On le savait fort, puisqu’il s’était déjà illustré dans sa carrière amateur mais en remportant l’US Open, Matthew Fitzpatrick a changé de dimension. Une récompense méritée pour le petit Anglais talentueux, grand bosseur devant l’éternel et qui fait son entrée dans le top 10 mondial !

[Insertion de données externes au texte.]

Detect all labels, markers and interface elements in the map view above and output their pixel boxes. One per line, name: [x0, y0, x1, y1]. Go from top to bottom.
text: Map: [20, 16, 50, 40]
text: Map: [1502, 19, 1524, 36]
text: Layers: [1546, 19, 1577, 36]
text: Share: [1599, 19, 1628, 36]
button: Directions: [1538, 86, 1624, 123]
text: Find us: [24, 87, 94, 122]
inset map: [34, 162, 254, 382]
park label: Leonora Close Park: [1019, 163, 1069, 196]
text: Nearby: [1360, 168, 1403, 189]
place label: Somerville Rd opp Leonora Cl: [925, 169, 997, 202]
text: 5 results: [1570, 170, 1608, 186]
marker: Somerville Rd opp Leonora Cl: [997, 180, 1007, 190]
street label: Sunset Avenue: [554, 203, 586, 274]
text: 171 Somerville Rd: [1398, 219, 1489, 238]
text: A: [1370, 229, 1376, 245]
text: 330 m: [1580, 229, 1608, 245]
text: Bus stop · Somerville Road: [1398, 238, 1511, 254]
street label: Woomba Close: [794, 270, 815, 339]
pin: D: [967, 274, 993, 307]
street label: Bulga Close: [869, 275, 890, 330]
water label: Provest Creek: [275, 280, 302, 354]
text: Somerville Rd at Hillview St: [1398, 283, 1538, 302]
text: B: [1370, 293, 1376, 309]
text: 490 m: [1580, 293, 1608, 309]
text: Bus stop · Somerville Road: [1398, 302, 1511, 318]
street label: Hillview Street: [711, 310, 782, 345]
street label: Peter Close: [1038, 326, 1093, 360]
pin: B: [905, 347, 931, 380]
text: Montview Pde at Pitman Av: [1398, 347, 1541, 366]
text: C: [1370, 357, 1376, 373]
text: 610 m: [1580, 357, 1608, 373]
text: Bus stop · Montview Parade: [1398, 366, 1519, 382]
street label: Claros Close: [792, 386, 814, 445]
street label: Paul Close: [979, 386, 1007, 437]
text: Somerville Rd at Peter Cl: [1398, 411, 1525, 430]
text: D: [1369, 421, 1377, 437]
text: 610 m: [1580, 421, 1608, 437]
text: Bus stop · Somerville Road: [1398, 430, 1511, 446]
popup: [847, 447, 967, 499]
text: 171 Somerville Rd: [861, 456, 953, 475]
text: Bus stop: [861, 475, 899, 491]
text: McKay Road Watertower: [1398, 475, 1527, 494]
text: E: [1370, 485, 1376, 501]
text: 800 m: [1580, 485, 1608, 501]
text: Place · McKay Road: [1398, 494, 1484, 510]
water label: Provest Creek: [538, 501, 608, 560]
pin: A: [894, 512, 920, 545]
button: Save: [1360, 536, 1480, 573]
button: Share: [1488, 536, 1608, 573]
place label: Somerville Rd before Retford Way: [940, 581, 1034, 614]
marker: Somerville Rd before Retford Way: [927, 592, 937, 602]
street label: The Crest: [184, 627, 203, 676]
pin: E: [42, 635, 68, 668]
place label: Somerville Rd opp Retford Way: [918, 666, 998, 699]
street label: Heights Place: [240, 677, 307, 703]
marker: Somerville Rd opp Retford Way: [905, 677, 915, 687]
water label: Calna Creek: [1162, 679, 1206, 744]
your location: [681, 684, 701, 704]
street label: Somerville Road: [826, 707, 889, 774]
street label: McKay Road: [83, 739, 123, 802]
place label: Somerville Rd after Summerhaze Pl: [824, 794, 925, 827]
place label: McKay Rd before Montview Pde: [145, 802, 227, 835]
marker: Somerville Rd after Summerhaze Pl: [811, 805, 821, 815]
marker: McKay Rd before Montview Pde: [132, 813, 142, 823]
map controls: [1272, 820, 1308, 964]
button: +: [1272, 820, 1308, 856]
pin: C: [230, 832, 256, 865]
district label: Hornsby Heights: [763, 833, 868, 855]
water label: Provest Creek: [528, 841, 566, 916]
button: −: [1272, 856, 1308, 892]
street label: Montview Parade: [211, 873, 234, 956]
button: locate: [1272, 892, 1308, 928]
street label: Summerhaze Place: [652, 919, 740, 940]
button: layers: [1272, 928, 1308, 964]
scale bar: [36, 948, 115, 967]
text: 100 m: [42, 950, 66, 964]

L’anecdote, rapportée par le journaliste américain de Golf Digest Dan Rapaport, dit beaucoup de l’ambition et la rigueur de Matthew Fitzpatrick.
La semaine d’avant le PGA Championship, l’un de ses amis d’enfance célébrait son enterrement de vie de garçon. “Fitzy” lui a ouvert les portes de sa maison de Floride pour célébrer l’événement mais l’a prévenu qu’il ne participerait pas aux festivités compte tenu de ses échéances.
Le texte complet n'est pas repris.